食事がくれる喜びは大切です。ただ、子どもが食事をする理由が空腹のせいなのか、気分がよくないのを解消するためなのか、一度考えてみる必要があります。子どもが泣いたり駄々をこねたりしたとき、甘い棒付きキャンディで気を引いたりせず、親のストレスもチョコレートや甘いクリームを入れたコーヒーでごまかしたりしないほうがいいですね。
バースデーパーティーのかわいいケーキは、うれしく楽しい気分で食べたいものです。
まずは子どもの“体の声”を
聞いてあげよう
人が食べる量はいつも同じではありません。お腹が空いている日もあれば、食欲がない日もあります。おいしいおかずがあればごはんを2膳たいらげるし、気分のよくない日にはどんなごちそうが並んでいても口の中がカサカサします。
息子のソハはデリケートな子です。でも、生まれつき大食いでもあります。食べるのが好きなのに、全然ごはんを食べない時期がありました。歯が生え始めた頃は離乳食を拒否しました。
普段より食べないことが気になって、何とか食べさせようとしましたが、あまり効果はありませんでした。ごはんを食べずに、夜になるとグズグズ言って眠らないので、もしかしたら具合が悪いのかと心配しましたが、いつのまにか米粒みたいな新しい歯が生えていました。歯がムズムズして食べたくなかったのでしょう。
娘のユハは学校に入学し、お弁当を食べ始めて2週間でお昼を食べずに帰ってくるようになりました。毎日手つかずのお弁当を生ゴミ入れに捨てるのは、とても悲しいことでした。

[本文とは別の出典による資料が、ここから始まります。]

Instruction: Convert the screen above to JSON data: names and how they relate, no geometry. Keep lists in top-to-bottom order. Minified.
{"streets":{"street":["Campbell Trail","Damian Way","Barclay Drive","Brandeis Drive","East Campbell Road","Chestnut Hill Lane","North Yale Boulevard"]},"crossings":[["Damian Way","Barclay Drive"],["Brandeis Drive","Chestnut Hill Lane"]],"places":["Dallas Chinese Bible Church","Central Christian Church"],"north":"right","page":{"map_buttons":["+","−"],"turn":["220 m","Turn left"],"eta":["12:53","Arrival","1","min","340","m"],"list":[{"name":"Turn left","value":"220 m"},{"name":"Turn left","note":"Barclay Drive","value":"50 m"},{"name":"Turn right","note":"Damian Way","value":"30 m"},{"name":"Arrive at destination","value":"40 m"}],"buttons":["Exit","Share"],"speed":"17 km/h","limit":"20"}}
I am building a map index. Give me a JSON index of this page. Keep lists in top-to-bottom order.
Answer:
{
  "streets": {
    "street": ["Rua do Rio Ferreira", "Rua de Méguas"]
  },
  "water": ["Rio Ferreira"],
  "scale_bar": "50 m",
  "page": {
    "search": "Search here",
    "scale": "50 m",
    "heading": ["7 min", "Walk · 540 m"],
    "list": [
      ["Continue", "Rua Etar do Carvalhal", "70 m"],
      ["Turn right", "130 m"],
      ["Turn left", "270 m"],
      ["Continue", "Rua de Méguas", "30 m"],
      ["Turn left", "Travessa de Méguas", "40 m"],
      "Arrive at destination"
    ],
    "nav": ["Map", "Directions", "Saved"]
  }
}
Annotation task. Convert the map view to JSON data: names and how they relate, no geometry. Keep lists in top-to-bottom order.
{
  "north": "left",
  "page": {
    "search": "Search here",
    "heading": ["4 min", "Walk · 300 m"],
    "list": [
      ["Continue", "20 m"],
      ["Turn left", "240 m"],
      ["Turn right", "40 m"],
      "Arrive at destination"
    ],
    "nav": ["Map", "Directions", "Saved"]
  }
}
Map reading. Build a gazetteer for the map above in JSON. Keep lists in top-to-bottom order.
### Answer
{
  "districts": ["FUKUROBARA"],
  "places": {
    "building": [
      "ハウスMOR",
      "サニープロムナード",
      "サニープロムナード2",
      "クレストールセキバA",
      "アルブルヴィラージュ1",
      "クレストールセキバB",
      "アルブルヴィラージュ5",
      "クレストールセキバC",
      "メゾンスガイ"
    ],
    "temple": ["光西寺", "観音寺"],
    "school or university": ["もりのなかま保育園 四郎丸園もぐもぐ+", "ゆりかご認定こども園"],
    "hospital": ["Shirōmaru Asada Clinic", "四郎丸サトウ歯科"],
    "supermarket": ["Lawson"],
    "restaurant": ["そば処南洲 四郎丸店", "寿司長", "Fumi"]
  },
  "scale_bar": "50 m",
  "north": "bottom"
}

食欲をなくすほど新しい場所は居心地が悪かったのでしょう。無理やり食べて気持ちが悪くなるよりマシだよ、学校で食べたくないなら家で食べようねと、頭をなでてやるしかありませんでした。
慣れない環境に少しずつ適応し始めると、だんだんお弁当を食べるようになりました。お兄ちゃんと同じ量でも、ぺろりとたいらげてくる日もありました。
当時は、もちろん心配でしたし、こんなに食べなくて大丈夫なのかと不安でしたが、今にして思えば、子どもの体の声を聞く過程だったのかもしれません。